**To do:** Scan the entries below and return each line that contains "list".

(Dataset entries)
===============

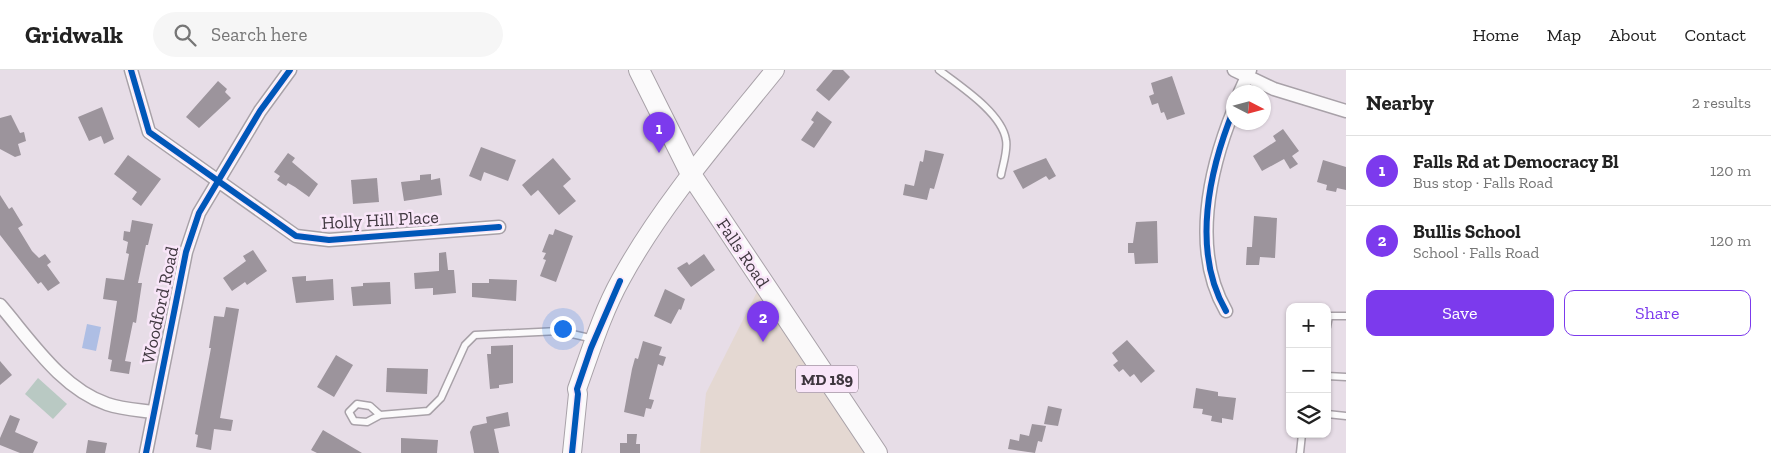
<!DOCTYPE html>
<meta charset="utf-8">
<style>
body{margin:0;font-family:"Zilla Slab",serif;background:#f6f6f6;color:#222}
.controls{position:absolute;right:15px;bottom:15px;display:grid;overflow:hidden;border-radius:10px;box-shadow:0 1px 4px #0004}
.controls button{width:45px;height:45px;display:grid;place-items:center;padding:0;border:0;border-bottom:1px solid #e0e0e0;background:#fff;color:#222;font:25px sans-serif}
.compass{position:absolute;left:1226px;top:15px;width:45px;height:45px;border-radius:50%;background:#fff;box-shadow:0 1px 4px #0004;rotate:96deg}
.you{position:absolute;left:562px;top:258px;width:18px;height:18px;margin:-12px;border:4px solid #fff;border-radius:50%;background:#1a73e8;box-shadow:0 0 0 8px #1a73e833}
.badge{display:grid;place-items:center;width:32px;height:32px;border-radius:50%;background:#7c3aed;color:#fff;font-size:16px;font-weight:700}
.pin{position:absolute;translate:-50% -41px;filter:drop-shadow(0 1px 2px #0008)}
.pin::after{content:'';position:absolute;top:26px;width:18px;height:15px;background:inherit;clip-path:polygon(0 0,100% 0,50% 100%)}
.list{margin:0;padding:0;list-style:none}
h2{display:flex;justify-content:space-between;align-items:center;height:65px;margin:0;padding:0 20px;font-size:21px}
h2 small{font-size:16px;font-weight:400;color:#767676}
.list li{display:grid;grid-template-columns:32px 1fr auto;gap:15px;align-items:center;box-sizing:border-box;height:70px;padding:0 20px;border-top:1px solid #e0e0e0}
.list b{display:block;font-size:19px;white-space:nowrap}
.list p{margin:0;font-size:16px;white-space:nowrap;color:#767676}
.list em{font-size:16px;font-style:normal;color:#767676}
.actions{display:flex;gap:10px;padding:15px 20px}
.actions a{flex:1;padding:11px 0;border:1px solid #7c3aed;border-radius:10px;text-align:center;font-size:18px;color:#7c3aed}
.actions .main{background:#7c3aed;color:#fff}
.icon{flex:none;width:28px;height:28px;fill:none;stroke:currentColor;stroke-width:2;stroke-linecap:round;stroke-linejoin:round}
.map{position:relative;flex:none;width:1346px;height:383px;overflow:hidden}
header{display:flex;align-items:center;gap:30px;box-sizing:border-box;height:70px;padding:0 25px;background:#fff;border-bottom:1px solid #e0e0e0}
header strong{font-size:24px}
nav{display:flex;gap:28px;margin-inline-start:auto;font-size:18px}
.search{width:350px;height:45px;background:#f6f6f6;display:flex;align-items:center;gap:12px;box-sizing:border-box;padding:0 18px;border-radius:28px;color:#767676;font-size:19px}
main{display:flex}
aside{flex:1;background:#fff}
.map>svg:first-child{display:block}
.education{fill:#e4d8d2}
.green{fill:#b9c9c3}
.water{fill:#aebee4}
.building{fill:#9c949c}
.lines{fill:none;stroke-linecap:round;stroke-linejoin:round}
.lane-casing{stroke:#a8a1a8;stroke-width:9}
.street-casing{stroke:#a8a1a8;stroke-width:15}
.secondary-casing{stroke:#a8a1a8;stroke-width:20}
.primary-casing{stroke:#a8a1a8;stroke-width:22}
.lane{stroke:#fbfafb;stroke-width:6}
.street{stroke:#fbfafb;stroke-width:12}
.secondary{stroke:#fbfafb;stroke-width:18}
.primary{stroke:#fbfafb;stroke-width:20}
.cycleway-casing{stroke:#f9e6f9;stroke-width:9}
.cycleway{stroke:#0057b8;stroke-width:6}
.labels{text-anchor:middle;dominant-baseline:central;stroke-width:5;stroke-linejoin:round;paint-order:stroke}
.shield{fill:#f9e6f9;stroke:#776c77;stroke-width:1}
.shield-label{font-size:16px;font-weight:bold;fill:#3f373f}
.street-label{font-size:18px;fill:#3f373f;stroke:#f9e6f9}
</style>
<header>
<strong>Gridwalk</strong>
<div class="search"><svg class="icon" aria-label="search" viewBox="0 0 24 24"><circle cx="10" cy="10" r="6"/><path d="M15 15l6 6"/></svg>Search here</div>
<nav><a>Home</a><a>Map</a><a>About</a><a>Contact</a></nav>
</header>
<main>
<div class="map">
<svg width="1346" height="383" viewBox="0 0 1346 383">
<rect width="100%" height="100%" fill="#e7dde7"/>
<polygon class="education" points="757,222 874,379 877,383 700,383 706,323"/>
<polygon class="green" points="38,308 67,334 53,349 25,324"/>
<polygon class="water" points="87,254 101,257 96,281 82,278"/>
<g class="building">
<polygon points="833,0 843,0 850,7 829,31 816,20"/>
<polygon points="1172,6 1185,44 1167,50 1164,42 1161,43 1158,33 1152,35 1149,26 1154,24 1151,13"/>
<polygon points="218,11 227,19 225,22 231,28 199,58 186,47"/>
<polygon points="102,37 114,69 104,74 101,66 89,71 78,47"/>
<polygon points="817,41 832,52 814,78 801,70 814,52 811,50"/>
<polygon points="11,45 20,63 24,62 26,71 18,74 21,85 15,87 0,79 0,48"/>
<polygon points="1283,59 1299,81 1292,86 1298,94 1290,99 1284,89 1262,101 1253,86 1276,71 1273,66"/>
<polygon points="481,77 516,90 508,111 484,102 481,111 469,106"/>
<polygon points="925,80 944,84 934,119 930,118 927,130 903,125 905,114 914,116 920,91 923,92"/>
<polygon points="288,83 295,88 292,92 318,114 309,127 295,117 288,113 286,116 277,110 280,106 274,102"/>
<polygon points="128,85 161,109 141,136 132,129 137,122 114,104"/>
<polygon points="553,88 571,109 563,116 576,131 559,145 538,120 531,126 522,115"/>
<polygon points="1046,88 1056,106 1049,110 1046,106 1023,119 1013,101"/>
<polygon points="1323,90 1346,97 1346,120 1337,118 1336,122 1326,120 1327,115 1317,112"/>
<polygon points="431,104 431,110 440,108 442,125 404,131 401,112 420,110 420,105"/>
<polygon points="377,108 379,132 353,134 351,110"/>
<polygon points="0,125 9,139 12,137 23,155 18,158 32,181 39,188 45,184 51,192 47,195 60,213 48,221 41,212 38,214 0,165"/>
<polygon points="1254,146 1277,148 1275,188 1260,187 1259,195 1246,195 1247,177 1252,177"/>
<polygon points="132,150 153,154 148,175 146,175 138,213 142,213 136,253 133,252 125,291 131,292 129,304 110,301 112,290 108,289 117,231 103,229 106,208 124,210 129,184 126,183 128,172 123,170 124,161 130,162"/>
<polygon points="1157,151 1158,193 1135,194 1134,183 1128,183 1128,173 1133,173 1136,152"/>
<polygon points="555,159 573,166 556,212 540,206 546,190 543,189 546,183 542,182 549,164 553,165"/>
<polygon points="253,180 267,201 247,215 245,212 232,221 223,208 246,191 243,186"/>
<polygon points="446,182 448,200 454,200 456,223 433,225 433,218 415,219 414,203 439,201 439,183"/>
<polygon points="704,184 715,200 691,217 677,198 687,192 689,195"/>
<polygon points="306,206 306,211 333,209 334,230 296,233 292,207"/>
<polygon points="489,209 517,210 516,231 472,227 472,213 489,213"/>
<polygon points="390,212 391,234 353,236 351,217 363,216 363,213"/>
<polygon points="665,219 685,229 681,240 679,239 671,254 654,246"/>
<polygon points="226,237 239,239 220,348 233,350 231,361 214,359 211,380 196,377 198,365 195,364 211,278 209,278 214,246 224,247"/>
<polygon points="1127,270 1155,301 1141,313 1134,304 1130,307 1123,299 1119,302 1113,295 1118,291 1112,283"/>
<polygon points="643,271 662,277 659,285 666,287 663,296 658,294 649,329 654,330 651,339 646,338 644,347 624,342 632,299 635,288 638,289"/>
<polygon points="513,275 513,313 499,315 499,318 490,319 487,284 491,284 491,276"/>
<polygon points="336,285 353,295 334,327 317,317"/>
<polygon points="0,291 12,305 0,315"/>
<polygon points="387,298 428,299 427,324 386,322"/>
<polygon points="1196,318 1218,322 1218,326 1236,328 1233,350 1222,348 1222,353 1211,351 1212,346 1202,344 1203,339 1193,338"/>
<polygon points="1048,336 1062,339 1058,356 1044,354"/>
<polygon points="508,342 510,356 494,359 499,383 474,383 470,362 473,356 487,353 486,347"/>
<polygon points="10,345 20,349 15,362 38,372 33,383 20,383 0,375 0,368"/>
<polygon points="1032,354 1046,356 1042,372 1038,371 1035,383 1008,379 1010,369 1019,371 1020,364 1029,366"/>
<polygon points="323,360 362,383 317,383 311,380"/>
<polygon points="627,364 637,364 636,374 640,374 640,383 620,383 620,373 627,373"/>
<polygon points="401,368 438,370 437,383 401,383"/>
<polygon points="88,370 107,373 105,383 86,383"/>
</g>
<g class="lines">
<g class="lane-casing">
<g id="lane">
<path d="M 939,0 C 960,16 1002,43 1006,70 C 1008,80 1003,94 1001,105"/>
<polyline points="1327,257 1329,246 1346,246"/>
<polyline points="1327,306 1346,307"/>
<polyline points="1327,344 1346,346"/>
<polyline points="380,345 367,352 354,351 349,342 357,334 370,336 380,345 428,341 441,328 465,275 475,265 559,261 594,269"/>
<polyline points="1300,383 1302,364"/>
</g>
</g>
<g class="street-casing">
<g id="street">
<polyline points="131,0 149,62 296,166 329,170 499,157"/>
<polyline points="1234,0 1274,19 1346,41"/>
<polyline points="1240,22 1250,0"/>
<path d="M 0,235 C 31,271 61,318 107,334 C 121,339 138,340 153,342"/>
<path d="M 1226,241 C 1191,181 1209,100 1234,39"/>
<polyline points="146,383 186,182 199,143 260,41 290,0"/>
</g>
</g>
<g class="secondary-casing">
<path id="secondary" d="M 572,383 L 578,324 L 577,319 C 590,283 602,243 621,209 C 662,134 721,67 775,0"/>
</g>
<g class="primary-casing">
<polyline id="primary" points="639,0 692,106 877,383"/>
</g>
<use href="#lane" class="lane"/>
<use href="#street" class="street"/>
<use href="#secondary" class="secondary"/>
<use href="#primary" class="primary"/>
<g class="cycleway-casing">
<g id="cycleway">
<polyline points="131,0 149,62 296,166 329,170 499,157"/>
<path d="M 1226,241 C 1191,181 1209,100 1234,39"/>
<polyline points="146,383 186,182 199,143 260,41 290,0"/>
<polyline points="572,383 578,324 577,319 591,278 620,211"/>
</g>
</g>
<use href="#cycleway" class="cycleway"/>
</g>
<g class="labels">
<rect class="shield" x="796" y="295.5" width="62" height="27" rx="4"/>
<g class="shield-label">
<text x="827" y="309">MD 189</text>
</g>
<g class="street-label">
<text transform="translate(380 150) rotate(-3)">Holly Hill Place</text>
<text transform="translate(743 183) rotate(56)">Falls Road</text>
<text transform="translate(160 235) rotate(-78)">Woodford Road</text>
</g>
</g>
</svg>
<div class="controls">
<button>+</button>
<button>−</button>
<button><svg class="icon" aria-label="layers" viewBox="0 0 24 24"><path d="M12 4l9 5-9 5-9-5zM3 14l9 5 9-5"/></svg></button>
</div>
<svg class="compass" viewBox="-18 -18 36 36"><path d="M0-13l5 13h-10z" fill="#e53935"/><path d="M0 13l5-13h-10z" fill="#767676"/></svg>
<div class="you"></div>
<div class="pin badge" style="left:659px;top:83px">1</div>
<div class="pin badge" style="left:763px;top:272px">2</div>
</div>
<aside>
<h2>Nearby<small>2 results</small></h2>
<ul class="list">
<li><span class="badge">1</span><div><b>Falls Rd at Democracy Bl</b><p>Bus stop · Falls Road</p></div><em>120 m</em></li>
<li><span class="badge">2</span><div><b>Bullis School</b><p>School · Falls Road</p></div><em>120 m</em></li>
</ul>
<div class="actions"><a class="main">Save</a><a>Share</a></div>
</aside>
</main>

===============

**Solution:**
.list{margin:0;padding:0;list-style:none}
.list li{display:grid;grid-template-columns:32px 1fr auto;gap:15px;align-items:center;box-sizing:border-box;height:70px;padding:0 20px;border-top:1px solid #e0e0e0}
.list b{display:block;font-size:19px;white-space:nowrap}
.list p{margin:0;font-size:16px;white-space:nowrap;color:#767676}
.list em{font-size:16px;font-style:normal;color:#767676}
<ul class="list">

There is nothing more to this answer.